Saved entries
####################
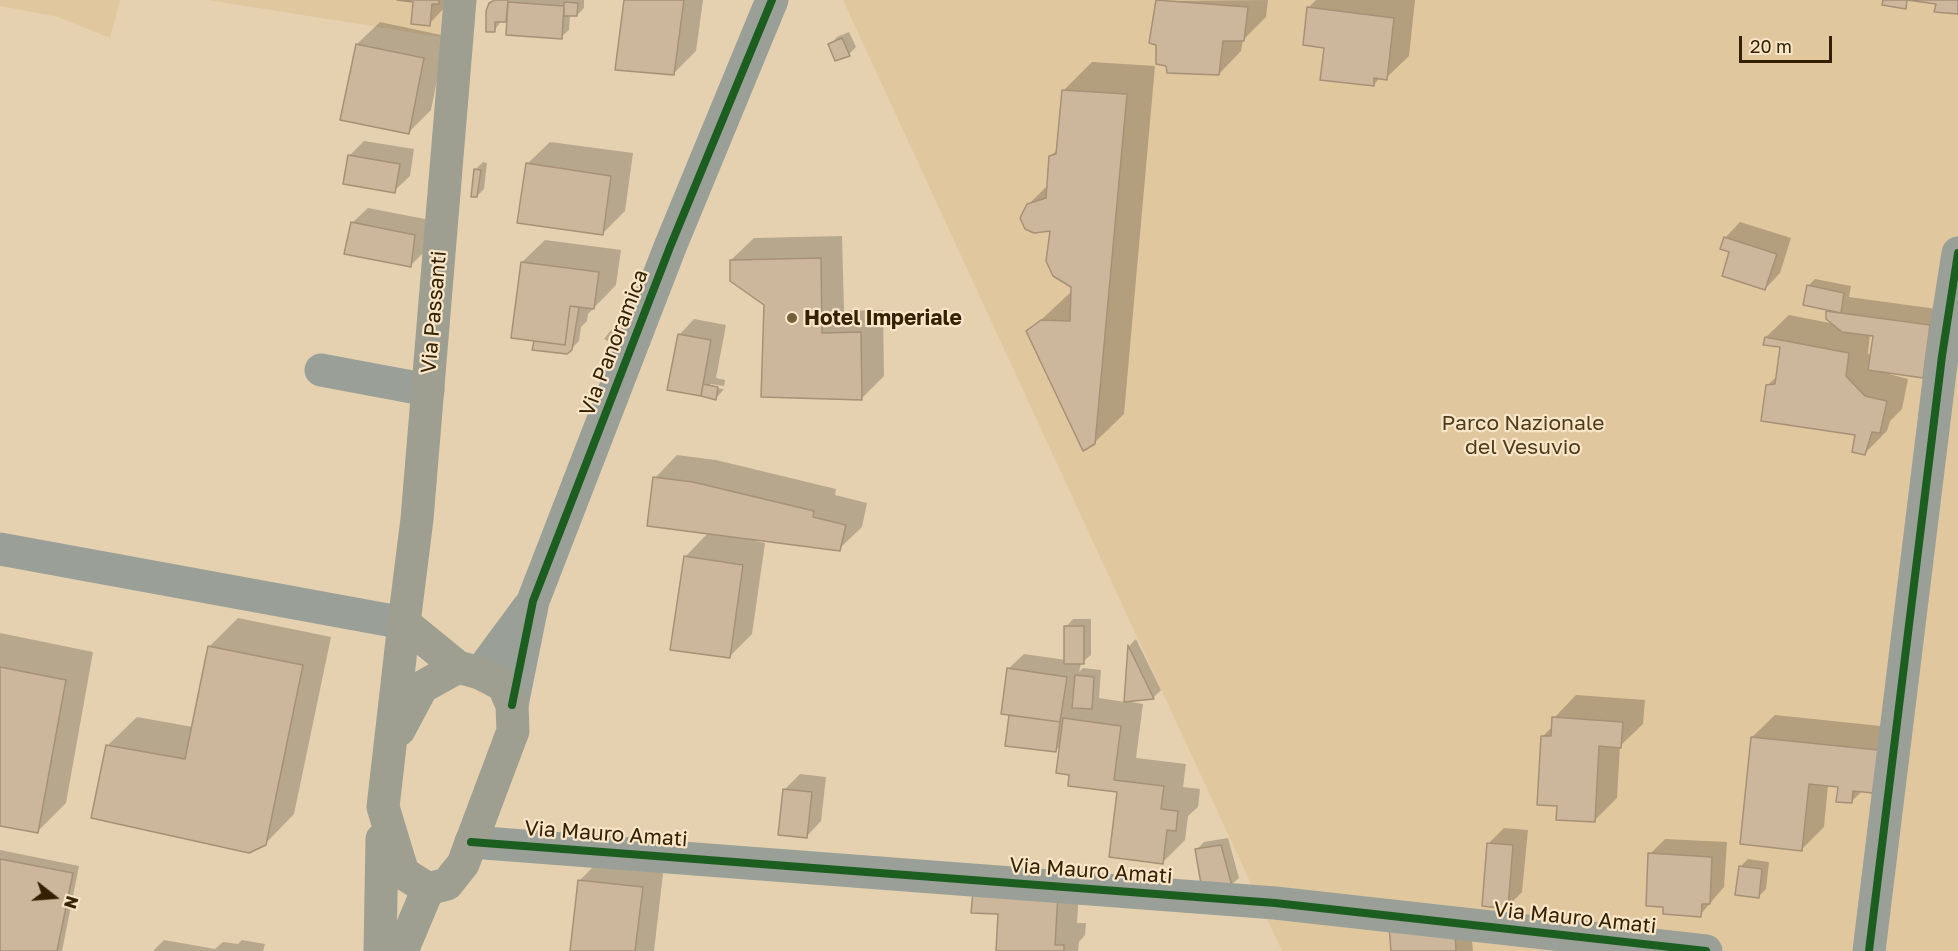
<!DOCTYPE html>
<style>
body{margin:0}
#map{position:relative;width:1958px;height:951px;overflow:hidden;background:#e5d1b0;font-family:"Golos Text",sans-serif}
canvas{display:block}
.north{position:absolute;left:24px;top:867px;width:60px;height:60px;-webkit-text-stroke:4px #f9e6c9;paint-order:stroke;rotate:107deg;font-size:16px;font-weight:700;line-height:24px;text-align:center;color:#332100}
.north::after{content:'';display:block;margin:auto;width:21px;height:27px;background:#332100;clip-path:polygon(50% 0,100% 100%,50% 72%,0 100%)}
.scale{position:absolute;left:1739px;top:36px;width:93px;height:27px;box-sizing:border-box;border:3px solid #332100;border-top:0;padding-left:8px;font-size:18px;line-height:21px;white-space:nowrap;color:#332100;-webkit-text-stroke:4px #f9e6c9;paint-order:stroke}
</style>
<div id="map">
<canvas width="1958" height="951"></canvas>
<div class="north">N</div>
<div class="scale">20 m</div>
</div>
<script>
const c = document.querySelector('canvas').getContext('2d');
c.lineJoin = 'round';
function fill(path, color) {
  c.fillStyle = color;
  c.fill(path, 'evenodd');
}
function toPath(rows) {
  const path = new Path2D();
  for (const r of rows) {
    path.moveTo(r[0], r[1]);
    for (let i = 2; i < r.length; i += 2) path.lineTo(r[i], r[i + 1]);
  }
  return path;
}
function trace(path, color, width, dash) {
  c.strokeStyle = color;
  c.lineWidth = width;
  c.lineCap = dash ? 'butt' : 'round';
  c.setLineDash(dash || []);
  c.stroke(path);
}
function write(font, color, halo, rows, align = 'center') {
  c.font = font + ' "Golos Text",sans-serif';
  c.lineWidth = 4.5;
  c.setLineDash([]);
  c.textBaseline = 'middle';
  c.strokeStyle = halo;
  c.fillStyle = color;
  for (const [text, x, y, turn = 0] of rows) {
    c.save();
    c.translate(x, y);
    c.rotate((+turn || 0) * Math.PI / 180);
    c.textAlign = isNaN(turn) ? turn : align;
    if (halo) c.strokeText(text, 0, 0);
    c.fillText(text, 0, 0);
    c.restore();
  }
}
const green = toPath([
 [0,0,120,0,110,38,58,17,0,6],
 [208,0,443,0,440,37],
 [843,0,1958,0,1958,951,1282,951]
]);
const shadow = toPath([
 [408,0,452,0,429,24,414,1],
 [495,0,584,0,584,8,577,15,570,15,569,30,561,37,508,21,502,20,494,31,490,4],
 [626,0,703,0,696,51,674,73],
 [1268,0,1266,17,1243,40,1241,51,1219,74,1157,1],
 [1316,0,1415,0,1409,56,1386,78,1380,78,1373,85,1326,47,1308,8],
 [380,22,446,36,431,110,409,132,357,44],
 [849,32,856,47,849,54,830,45,837,37],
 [1092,62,1155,66,1124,414,1094,443,1028,332,1071,292,1073,287,1051,229,1028,205,1048,185,1050,157,1058,149,1063,91],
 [364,141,414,149,410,176,394,191,349,156],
 [550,142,633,153,625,211,602,234,527,164],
 [483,162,487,163,484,189,477,196,475,170],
 [368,208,430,220,426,250,411,265,352,223],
 [1740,222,1791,238,1780,273,1765,289,1731,251,1725,238],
 [842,236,844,311,883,310,884,376,862,398,765,304,731,260,754,238],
 [545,240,621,250,616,285,588,314,587,321,581,327,579,341,571,349,534,348,536,340,522,262],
 [1815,279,1851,286,1849,297,1944,310,1937,361,1890,372,1889,374,1908,379,1902,409,1890,421,1887,431,1865,453,1857,434,1767,386,1778,375,1781,346,1766,337,1789,315,1835,324,1828,311,1830,309,1808,286],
 [1870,334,1874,335,1871,357,1868,353],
 [694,319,726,325,716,378,725,380,724,386,711,384,708,387,724,389,716,398,701,395,679,335],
 [615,325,618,327,616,333,608,341,604,339],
 [677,455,716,460,836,489,835,495,867,503,862,527,839,549,755,538,755,541,765,543,752,634,729,657,685,557,709,532,655,478],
 [238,618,331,637,294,814,265,844,108,745,137,717,193,727,209,647],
 [1073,619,1091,619,1091,655,1081,663,1079,672,1083,668,1101,670,1099,698,1125,702,1130,645,1136,639,1161,690,1153,698,1126,701,1143,704,1136,758,1186,764,1183,787,1200,789,1198,807,1188,816,1185,840,1163,862,1119,791,1071,773,1061,745,1055,751,1010,716,1008,669,1024,654,1066,660,1066,627],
 [0,633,93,652,66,803,37,832,0,824],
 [1576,695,1645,700,1643,724,1620,746,1617,798,1594,821,1559,805,1543,736,1553,726,1554,718],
 [1775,715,1900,728,1863,790,1851,802,1839,786,1828,785,1824,827,1802,849,1752,737],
 [800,774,826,777,821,821,806,837,785,789],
 [1504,828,1528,830,1522,892,1507,907,1489,843],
 [1228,838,1239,878,1231,885,1196,850,1204,842],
 [1665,839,1727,842,1724,887,1700,915,1665,906,1650,854],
 [0,850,79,866,62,951,0,951],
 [602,858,664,865,654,951,572,951,580,880],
 [1748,859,1769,862,1766,889,1759,896,1740,867],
 [1080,873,1077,923,1086,923,1085,935,1079,942,1078,951,998,951],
 [1470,918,1473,951,1393,951],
 [164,940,215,949,223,942,238,944,242,940,265,944,263,951,153,951]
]);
const building = toPath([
 [397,0,439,0,439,4,432,4,430,26,411,24,413,2,397,0],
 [495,0,508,0,506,22,495,22,495,32,486,32,486,11,489,3,495,0],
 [624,0,684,0,674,75,615,70,624,0],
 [1156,0,1248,7,1244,41,1223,41,1219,75,1167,73,1166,66,1156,64,1156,45,1149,43,1156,0],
 [1883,0,1958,0,1958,14,1934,12,1936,4,1907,0,1906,9,1882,5,1883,0],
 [508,2,564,6,562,39,506,35,508,2],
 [564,2,578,3,577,16,564,16,564,2],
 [1307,7,1394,18,1387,80,1374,78,1374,86,1320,80,1324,48,1303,45,1307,7],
 [842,38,850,56,835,61,828,44,842,38],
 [356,44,424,58,409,134,340,120,356,44],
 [1062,90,1127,94,1095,444,1083,451,1026,331,1041,320,1070,321,1071,287,1053,276,1046,261,1050,231,1034,233,1025,229,1020,218,1027,204,1046,198,1049,156,1056,154,1062,90],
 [348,155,400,164,395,193,343,184,348,155],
 [526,163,611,176,603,235,517,223,526,163],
 [474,169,481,170,477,197,471,197,474,169],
 [351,222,415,235,411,267,344,254,351,222],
 [1724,237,1777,254,1765,290,1722,276,1729,252,1720,249,1724,237],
 [821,258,822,333,861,332,862,400,761,397,764,305,730,281,730,260,821,258],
 [521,262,599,272,594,309,570,306,565,345,511,338,521,262],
 [1807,285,1844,293,1841,313,1803,305,1807,285],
 [570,306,579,307,572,350,567,354,532,350,534,341,565,345,570,306],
 [1826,311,1930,325,1923,378,1868,370,1873,336,1842,332,1826,319,1826,311],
 [678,334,711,340,701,396,667,390,678,334],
 [1765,337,1849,353,1846,376,1865,396,1887,401,1880,433,1872,432,1865,455,1852,452,1855,435,1761,421,1766,385,1775,384,1780,347,1763,345,1765,337],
 [703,384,718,387,716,400,701,396,703,384],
 [653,477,693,482,814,511,813,517,846,525,840,551,647,526,653,477],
 [684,556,743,565,730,658,670,650,684,556],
 [1064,626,1084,626,1084,664,1064,664,1064,626],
 [1128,645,1154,699,1124,702,1128,645],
 [208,646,303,665,266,845,249,853,91,818,106,745,185,759,208,646],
 [0,667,66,680,38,833,0,826,0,667],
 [1007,668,1067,677,1060,722,1001,714,1007,668],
 [1075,675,1094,677,1092,709,1072,708,1075,675],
 [1009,715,1060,722,1056,752,1005,746,1009,715],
 [1552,717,1623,722,1621,748,1599,746,1595,822,1556,820,1557,806,1537,805,1541,736,1551,736,1552,717],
 [1063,718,1121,726,1114,780,1164,786,1161,809,1178,811,1176,831,1167,830,1163,864,1109,857,1117,792,1068,786,1069,775,1056,773,1063,718],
 [1751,737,1878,750,1873,793,1853,791,1852,803,1836,802,1838,787,1809,784,1802,851,1740,844,1751,737],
 [783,789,812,792,807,838,778,835,783,789],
 [1487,843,1513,845,1508,909,1482,906,1487,843],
 [1221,845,1232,886,1201,884,1195,849,1221,845],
 [1648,853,1712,857,1710,904,1702,904,1701,917,1663,914,1663,907,1646,906,1648,853],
 [0,859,73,873,57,951,0,951,0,859],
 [1739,866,1762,869,1759,898,1735,895,1739,866],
 [578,880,643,887,635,951,570,951,578,880],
 [973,891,1058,895,1055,945,1064,945,1064,951,996,951,998,914,971,913,973,891],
 [1389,926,1455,933,1456,951,1391,951,1389,926]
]);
const minor = toPath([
 [321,370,428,390],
 [0,549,404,623],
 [480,673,528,608],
 [512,705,533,601,670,247,772,0],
 [471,842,1275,903,1706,951],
 [1869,951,1942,356,1958,253]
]);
const major = toPath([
 [404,623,458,667,480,673,503,685,512,705,513,731,463,864,447,884,428,889,403,873,383,807,404,623,417,519,460,0],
 [399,730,422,687,458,667],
 [380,951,382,839],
 [402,951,428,889]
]);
const cycleway = toPath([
 [512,705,533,601,670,247,772,0],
 [471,842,1275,903,1706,951],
 [1869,951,1942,356,1958,253]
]);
const markers = [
 [792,318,6,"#715f3e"]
];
const streetNames = [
 ["Via Passanti",434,312,-85],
 ["Via Panoramica",614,343,-69],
 ["Via Mauro Amati",606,834,4],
 ["Via Mauro Amati",1091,871,4],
 ["Via Mauro Amati",1575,918,6]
];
const poiNames = [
 ["Hotel Imperiale",804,318]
];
const parkNames = [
 ["Parco Nazionale",1523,423],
 ["del Vesuvio",1523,447]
];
fill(green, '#e0c79e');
fill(shadow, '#0003');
fill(building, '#ccb69c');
trace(building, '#a69176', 1.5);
trace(minor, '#9aa097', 33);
trace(major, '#9e9f91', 33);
trace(cycleway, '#1b5e20', 8);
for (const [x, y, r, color] of markers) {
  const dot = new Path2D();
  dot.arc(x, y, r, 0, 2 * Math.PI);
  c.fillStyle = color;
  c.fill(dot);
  trace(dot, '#f9e6c9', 2);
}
write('21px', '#332100', '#f9e6c9', streetNames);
write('bold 21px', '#332100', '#f9e6c9', poiNames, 'left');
write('21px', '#4d3b1b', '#f9e6c9', parkNames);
</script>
####################
▶ _Activity_
Please show the lines in the entries above that hold the string "rows".

▶ _Task response_
function toPath(rows) {
  for (const r of rows) {
function write(font, color, halo, rows, align = 'center') {
  for (const [text, x, y, turn = 0] of rows) {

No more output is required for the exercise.